Furthermore, the re-excitation time (T3) and excitation period (T1+T2) shown in FIG. 3 are calculated and determined based on the biasing force of the return spring 8 for returning the armature 9 and plunger 7 back to the prescribed standby position, such that the effect of re-excitation is reliably exhibited, and no wasteful power is required.

Note that the present embodiment relates to control for reciprocating the armature 9 (plunger 7) to discharge vapor included in fuel inside the pressurizing chamber 3 to the fuel return pipe 14 through the spill valve 12 and return passage 13 to a level that fuel is not injected from the injection nozzle 2 when starting the engine in a condition where the vapor is mixed in the pressurizing chamber 3. Control is easy because the present embodiment is applied when the reciprocating motion of the armature 9 (plunger 7) is relatively slow. However, it goes without saying that this also applies to normal engine operation.

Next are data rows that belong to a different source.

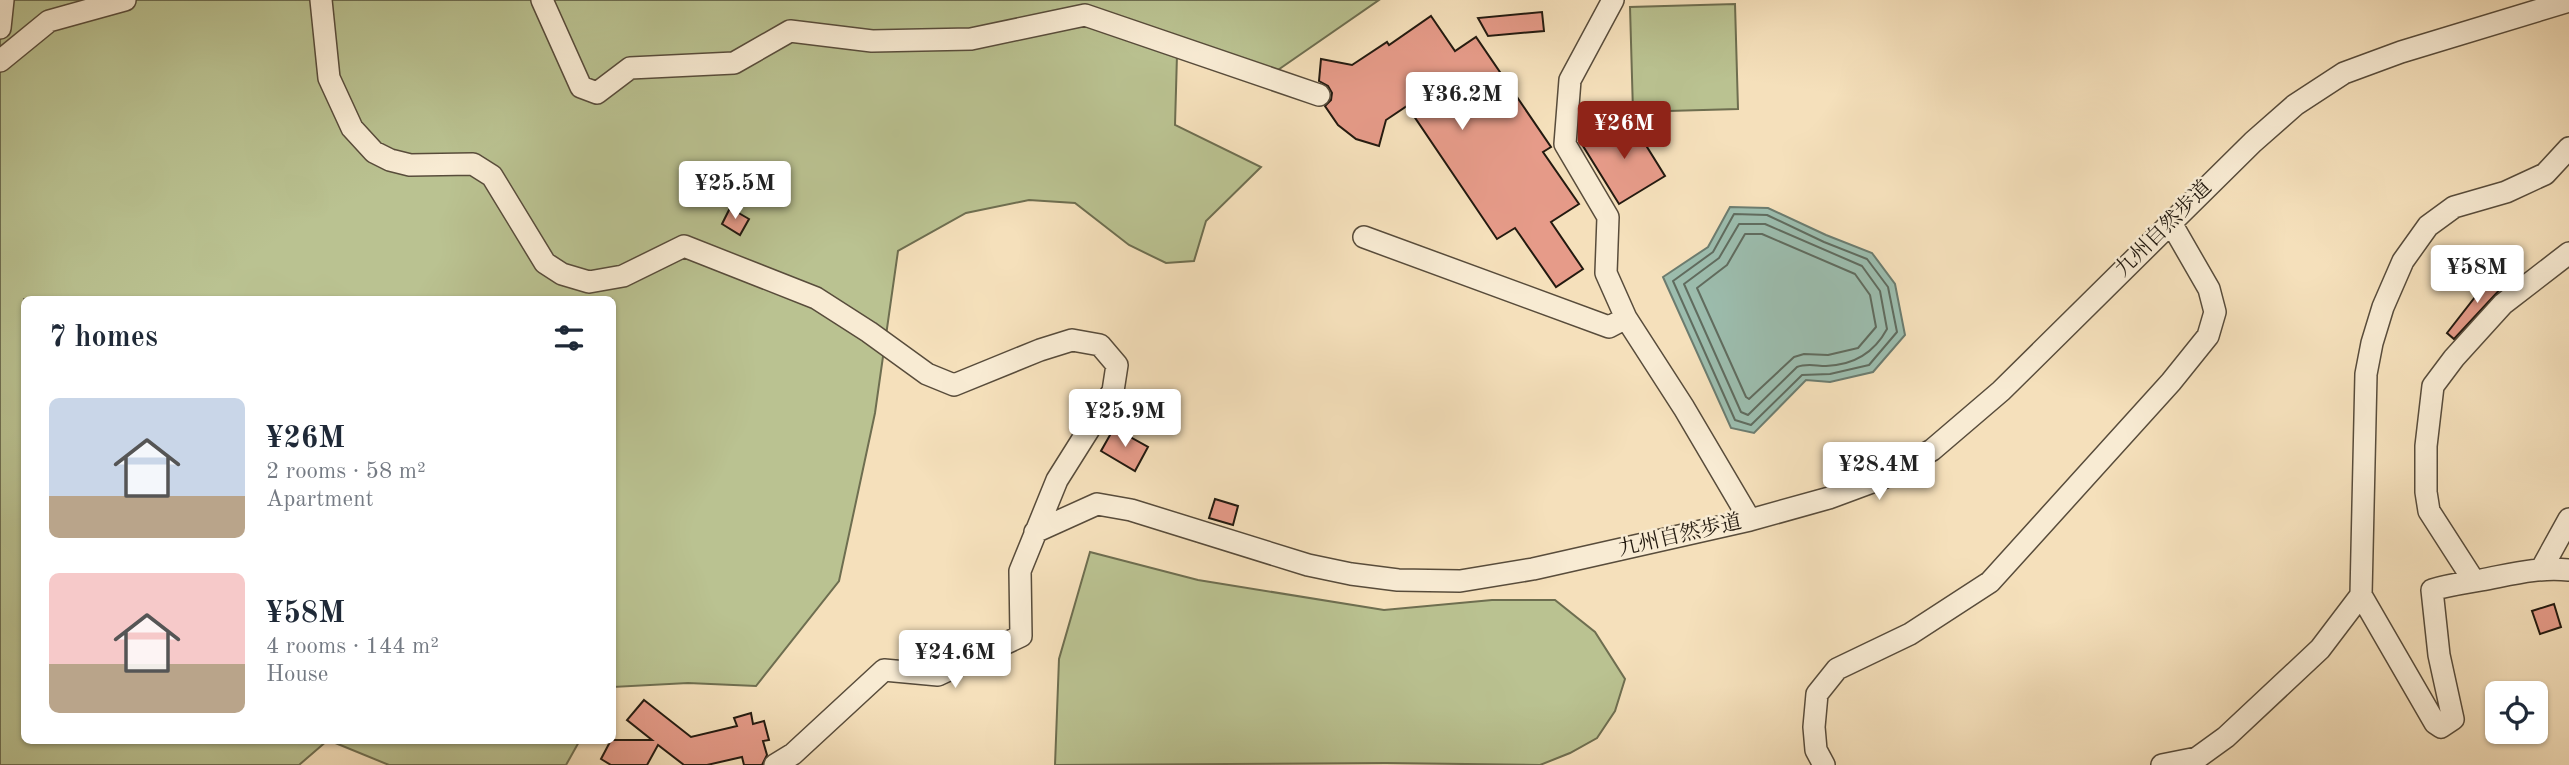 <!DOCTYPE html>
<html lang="en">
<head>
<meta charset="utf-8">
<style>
	body { margin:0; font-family:"Old Standard TT","Noto Serif JP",serif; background:#f2f2f3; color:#1f2937; height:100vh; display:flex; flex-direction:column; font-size:26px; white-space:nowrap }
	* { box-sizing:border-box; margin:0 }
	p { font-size:23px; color:#747a83 }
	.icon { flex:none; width:38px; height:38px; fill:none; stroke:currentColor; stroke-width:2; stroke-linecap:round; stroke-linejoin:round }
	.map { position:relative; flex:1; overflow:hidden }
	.side { position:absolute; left:21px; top:296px; width:595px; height:448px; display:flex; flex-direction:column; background:#fff; border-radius:10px; box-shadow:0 2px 5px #0004 }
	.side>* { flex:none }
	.fabs { position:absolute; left:2485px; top:681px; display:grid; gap:14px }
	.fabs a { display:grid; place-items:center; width:63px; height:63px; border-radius:10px; background:#fff; box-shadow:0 2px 5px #0004; font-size:35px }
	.price { position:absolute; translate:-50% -60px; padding:0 16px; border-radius:7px; background:#fff; color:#222; font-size:23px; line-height:46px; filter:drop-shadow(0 2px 4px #0008) }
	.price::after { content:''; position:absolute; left:50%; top:42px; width:21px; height:16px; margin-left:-10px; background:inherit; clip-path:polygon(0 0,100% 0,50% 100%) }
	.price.selected { background:#8f2418; color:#fff }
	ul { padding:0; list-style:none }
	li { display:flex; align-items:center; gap:21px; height:175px; padding:0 28px }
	li span { display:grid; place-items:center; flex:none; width:196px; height:140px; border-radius:10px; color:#555 }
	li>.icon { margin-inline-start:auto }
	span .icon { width:84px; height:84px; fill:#fffc; stroke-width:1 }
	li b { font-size:30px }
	h2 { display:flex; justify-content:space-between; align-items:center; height:84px; padding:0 28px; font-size:30px }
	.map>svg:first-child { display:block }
	.green { fill:#bac291; stroke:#6e6e50; stroke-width:2 }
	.water { fill:#9cbdae; stroke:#6c7c6f; stroke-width:2 }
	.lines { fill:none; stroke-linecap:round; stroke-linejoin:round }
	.shore { stroke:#606c5f; stroke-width:2 }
	.building { fill:#e69b89; stroke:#231a10; stroke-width:2 }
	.minor-casing { stroke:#584c3b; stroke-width:24 }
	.minor { stroke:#f8ebd3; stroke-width:21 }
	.labels { text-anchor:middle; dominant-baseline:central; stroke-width:5; stroke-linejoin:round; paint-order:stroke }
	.street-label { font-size:21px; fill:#231a10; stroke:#f8ebd3 }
</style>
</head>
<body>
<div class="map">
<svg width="2569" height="765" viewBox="0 0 2569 765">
	<rect width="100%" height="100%" fill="#f5e0bb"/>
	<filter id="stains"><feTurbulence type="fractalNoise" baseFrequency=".00286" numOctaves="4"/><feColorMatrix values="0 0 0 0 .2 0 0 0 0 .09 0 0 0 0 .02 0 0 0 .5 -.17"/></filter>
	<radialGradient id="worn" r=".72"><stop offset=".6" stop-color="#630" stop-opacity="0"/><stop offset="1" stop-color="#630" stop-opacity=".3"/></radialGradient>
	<path class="green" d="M 0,0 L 1379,0 L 1275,72 L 1177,55 L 1175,125 L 1261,167 L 1206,221 L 1194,261 L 1166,263 L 1129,245 L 1075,203 L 1029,200 L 966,213 L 898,251 L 875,413 L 839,581 L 756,686 L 688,683 L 613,687 L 612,299 L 24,299 L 24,740 L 328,740 L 299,765 L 0,765 Z
		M 1735,4 L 1738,109 L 1633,112 L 1630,7 Z
		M 1090,552 L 1198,580 L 1384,610 L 1492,600 L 1555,600 L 1595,632 L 1625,679 L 1615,711 L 1597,738 L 1570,753 L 1540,765 L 1386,763 L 1055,765 L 1059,659 Z
		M 328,740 L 580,740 L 566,765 L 389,765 Z"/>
	<path class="water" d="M 1730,207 L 1768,208 L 1826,235 L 1872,253 L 1895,284 L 1905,335 L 1873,372 L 1830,382 L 1806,380 L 1754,433 L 1731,428 L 1663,277 L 1708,247 Z"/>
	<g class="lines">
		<path class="shore" d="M 1734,214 L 1767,215 L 1824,242 L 1867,259 L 1888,287 L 1897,332 L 1869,365 L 1830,374 L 1802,375 L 1751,425 L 1735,420 L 1673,281 L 1713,252 Z
			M 1739,224 L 1765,224 L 1862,266 L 1880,291 L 1887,329 C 1874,353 1854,365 1826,366 C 1816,366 1807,363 1797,367 L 1748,415 L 1741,412 L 1684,284 L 1719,258 Z
			M 1745,234 L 1762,234 L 1855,274 L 1870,295 L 1876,327 L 1858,348 L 1828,355 L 1804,354 L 1794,357 L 1749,399 L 1746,397 L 1697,288 L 1727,265 Z"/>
	</g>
	<path class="building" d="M 1542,12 L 1544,31 L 1488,36 L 1478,18 Z
		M 1431,16 L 1455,51 L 1476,37 L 1551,147 L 1543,152 L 1579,204 L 1551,222 L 1583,269 L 1556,287 L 1515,228 L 1497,239 L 1407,106 L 1386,120 L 1379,146 L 1356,139 L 1338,125 L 1325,106 L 1331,100 L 1332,93 L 1328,86 L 1319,81 L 1321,59 L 1352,65 L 1387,42 L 1389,45 Z
		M 1629,118 L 1665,176 L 1619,204 L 1583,146 Z
		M 730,208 L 749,219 L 740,235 L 722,224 Z
		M 2493,274 L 2505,284 L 2454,339 L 2447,333 Z
		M 1114,428 L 1148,447 L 1135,471 L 1101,451 Z
		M 1215,499 L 1238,506 L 1233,525 L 1209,518 Z
		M 2554,604 L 2561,627 L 2540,634 L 2532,611 Z
		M 644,700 L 691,737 L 737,726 L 734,718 L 751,713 L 753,724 L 764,721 L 769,740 L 763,741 L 767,755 L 762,765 L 744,765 L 742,757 L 707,765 L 684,765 L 658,745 L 647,765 L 611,765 L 601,759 L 611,740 L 652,740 L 627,720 Z"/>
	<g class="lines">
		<defs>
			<path id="minor" d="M 321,0 L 329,78 L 352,128 L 374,152 L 390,160 L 410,165 L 473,164 L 492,176 L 545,263 L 562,274 L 589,282 L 623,276 L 684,246 L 816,298 L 869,332 L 927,374 L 954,385 L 1040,350 L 1072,340 L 1100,345 L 1117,365 L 1113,391 L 1057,480 L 1020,571 L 1021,636 L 938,675 L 884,670 L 793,754 L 775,765
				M 542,0 L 581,87 L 597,93 L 630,68 L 734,63 L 790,31 L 872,41 L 971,39 L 1085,15 L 1319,95
				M 1613,0 L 1570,80 L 1565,144 L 1608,217 L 1606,273 L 1626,318 L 1684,408 L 1750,520
				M 0,28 L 3,0
				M 0,61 L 49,21 L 125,0
				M 2569,148 L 2545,174 L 2506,192 L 2454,207 L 2428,226 L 2403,261 L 2383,307 L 2372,343 L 2366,374 L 2361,595 L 2435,723 L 2441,727 L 2453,719 L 2439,655 L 2432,590 C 2449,585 2464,583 2481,580 C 2513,574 2537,567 2569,570
				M 1364,237 L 1609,327 L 1626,318
				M 1035,532 L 1097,504 L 1131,510 L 1308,565 L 1351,574 L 1398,580 L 1460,581 L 1533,569 L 1750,520 L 1829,498 L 1883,478 L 1932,450 L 2001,391 L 2253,142 L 2295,105 L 2344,73 L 2401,52 L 2569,1
				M 2542,568 L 2569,519
				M 2474,581 L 2429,511 L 2426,492 L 2426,446 L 2433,386 L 2454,358 L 2503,304 L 2569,253
				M 1824,765 L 1816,750 L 1814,727 L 1817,694 L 1837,669 L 1910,634 L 1990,582 L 2171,382 L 2208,336 L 2215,312 L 2209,289 L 2171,223
				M 2162,765 L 2197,758 L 2226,737 L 2320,649 L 2361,595"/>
		</defs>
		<use href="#minor" class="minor-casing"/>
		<use href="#minor" class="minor"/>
	</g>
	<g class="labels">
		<g class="street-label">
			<text transform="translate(2164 229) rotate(-45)">九州自然歩道</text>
			<text transform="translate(1680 536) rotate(-13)">九州自然歩道</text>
		</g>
	</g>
	<rect width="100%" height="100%" filter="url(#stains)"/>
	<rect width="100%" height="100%" fill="url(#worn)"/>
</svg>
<div class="fabs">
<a><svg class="icon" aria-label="locate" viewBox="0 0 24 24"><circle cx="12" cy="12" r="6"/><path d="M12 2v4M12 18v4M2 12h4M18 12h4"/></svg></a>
</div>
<b class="price" style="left:1462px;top:132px">¥36.2M</b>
<b class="price selected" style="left:1624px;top:161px">¥26M</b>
<b class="price" style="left:735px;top:221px">¥25.5M</b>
<b class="price" style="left:2477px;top:305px">¥58M</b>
<b class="price" style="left:1125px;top:449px">¥25.9M</b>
<b class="price" style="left:1879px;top:502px">¥28.4M</b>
<b class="price" style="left:955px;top:690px">¥24.6M</b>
<section class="side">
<h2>7 homes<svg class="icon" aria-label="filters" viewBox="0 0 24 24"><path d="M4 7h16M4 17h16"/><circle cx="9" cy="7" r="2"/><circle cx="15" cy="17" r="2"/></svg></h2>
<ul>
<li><span style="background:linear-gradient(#c9d6e8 70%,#b9a48a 0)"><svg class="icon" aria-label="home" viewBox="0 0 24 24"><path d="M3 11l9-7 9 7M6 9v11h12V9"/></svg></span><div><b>¥26M</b><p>2 rooms · 58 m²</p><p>Apartment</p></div></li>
<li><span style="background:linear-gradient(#f6c9c9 65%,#b9a48a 0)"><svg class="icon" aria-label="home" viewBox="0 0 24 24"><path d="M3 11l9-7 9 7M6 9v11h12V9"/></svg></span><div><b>¥58M</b><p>4 rooms · 144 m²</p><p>House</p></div></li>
</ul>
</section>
</div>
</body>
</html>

Description of Referential Numerals and Codes: 1: Injection valve, 2: Injection nozzle, 3: Pressurizing chamber, 4: Electromagnetic coil, 5: Bobbin, 6: Inner yoke, 7: Plunger, 8: Return spring, 9: Armature, 10: Fuel intake pipe, 11: Inlet check valve, 12: Spill valve, 13: Return passage, 14: Fuel return pipe, 15: Stopper, 61: Spacer, 62: Cutout window, 63: Head cover

Claims

1. A method for controlling an electronically controlled fuel injection device, comprising: causing reciprocating motion of a plunger that is normally at a standby position in contact with a stopper based on a return spring and controlling fuel that can be injected into a pressurizing chamber using an armature that moves by means of excitation of an electromagnetic coil to pressurize fuel supplied to the pressurizing chamber and inject the fuel through an injection nozzle into an engine, anddischarging vapor mixed into fuel by returning a part of the fuel supplied to the pressurizing chamber via a return passage, through a fuel return pipe, to a fuel tank,wherein when starting the engine, excitation of the electromagnetic coil causes the armature in the standby position to move in the plunger direction and the plunger is caused to move against the return spring into the pressurizing chamber to a level that does not cause fuel to be injected from the injection nozzle in the tip direction, and after discharging vapor included in the fuel supplied to the pressurizing chamber and pressurized to a fuel return pipe, excitation of the electromagnetic coil is stopped, and then the electromagnetic coil is re-excited before the return spring causes the armature and plunger to reach the standby position, reducing the return speed of the armature and mitigating the impact and reducing noise when the armature contacts the stopper.

2. The method of controlling an electronically controlled fuel injection device according to claim 1, wherein an excitation time and excitation period of the re-excitation are determined based on the biasing force of the return spring for returning the armature and plunger to a prescribed standby position.